**Brief**.
The reply should repeat all of the data word for word, with no pictures.

**Supplied information**.
____

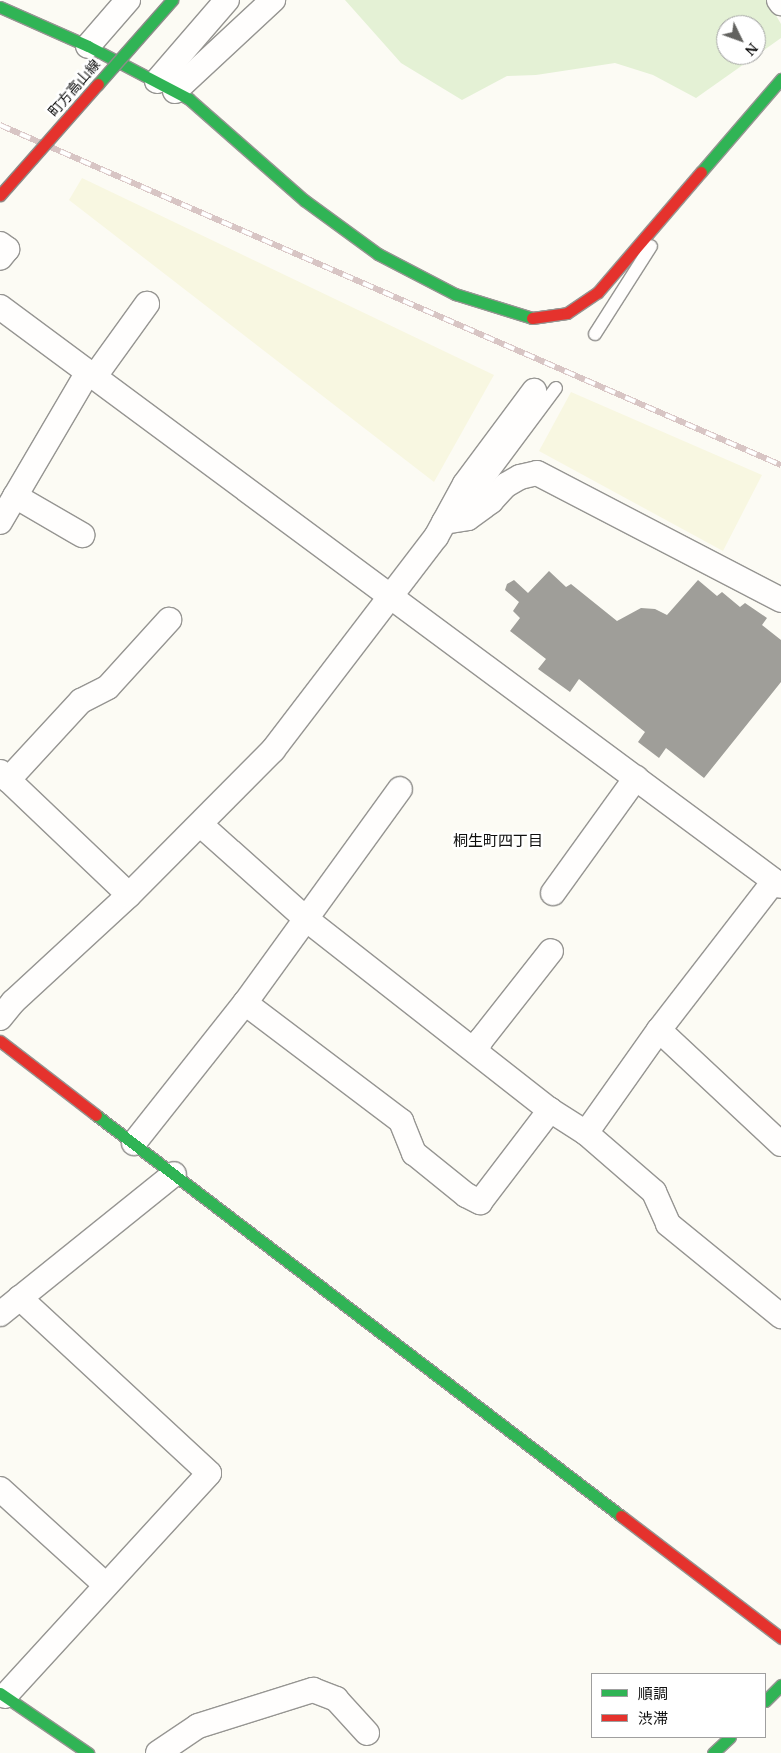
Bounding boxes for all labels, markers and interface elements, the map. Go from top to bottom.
north arrow [716,15,766,65]
text: N [741,39,763,60]
street label: 町方高山線 [45,56,103,120]
district label: 桐生町四丁目 [453,832,543,850]
legend [591,1673,766,1738]
text: 順調 [638,1683,668,1703]
text: 渋滞 [638,1708,668,1728]

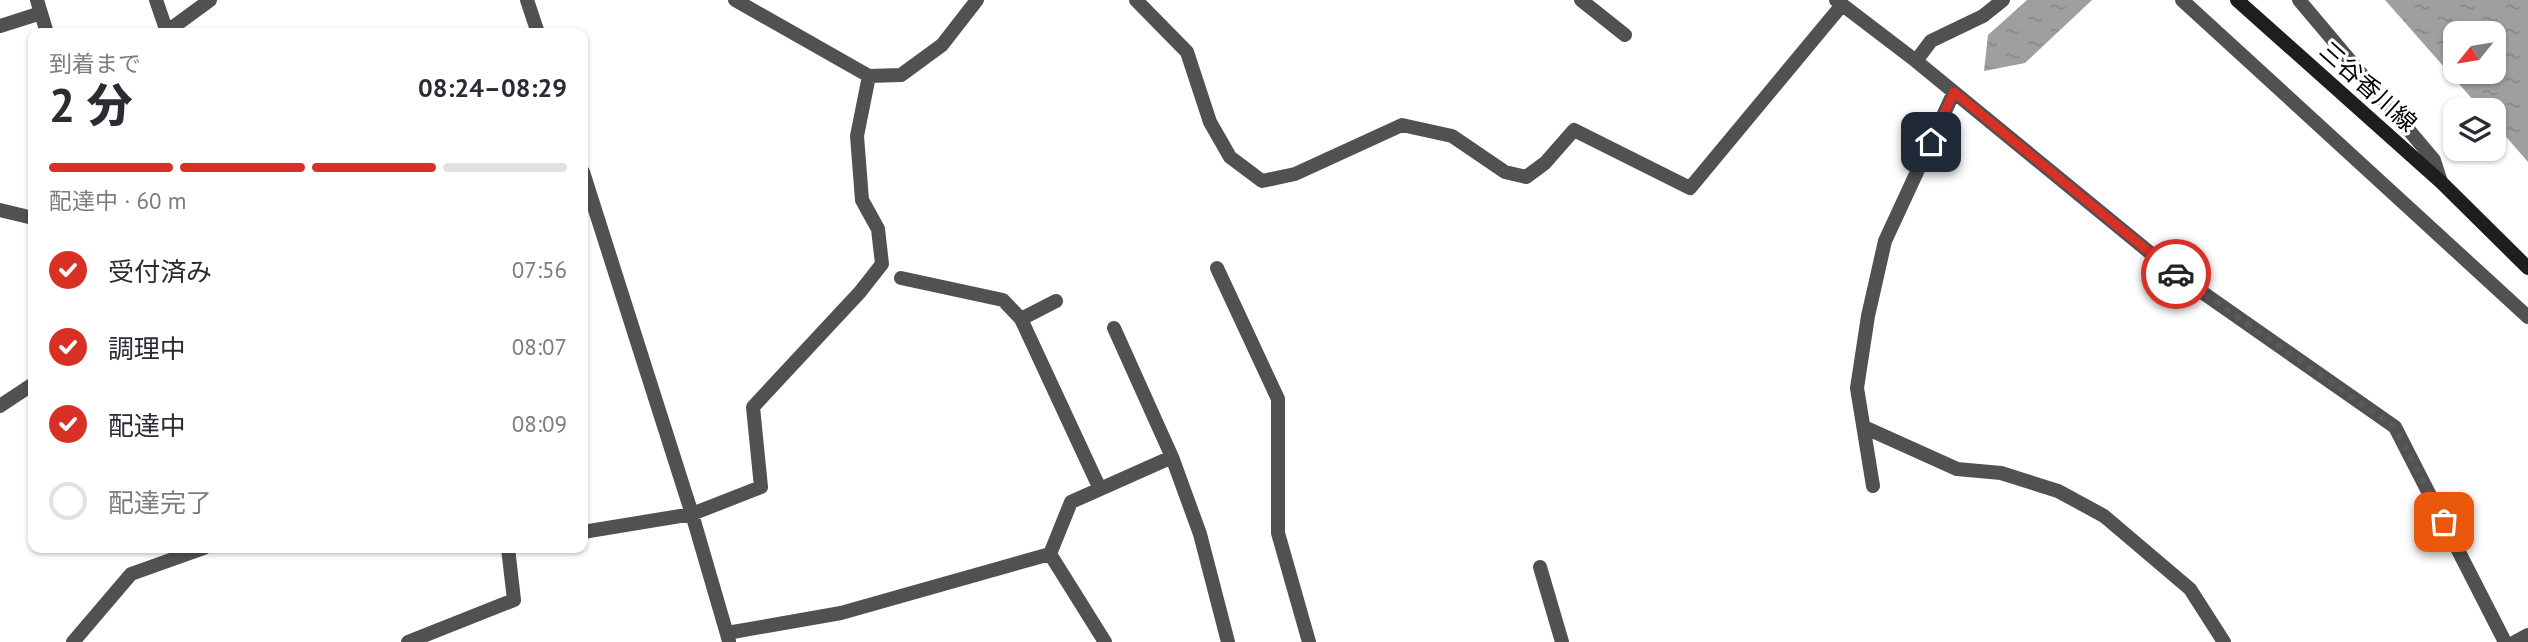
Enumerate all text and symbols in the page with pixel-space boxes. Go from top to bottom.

____

**Exercise answer**.
Bounding boxes for all labels, markers and interface elements, the map. Go from top to bottom.
north arrow [716,15,766,65]
text: N [741,39,763,60]
street label: 町方高山線 [45,56,103,120]
district label: 桐生町四丁目 [453,832,543,850]
legend [591,1673,766,1738]
text: 順調 [638,1683,668,1703]
text: 渋滞 [638,1708,668,1728]

Enumerate all text and symbols in the page with pixel-space boxes. Go from top to bottom.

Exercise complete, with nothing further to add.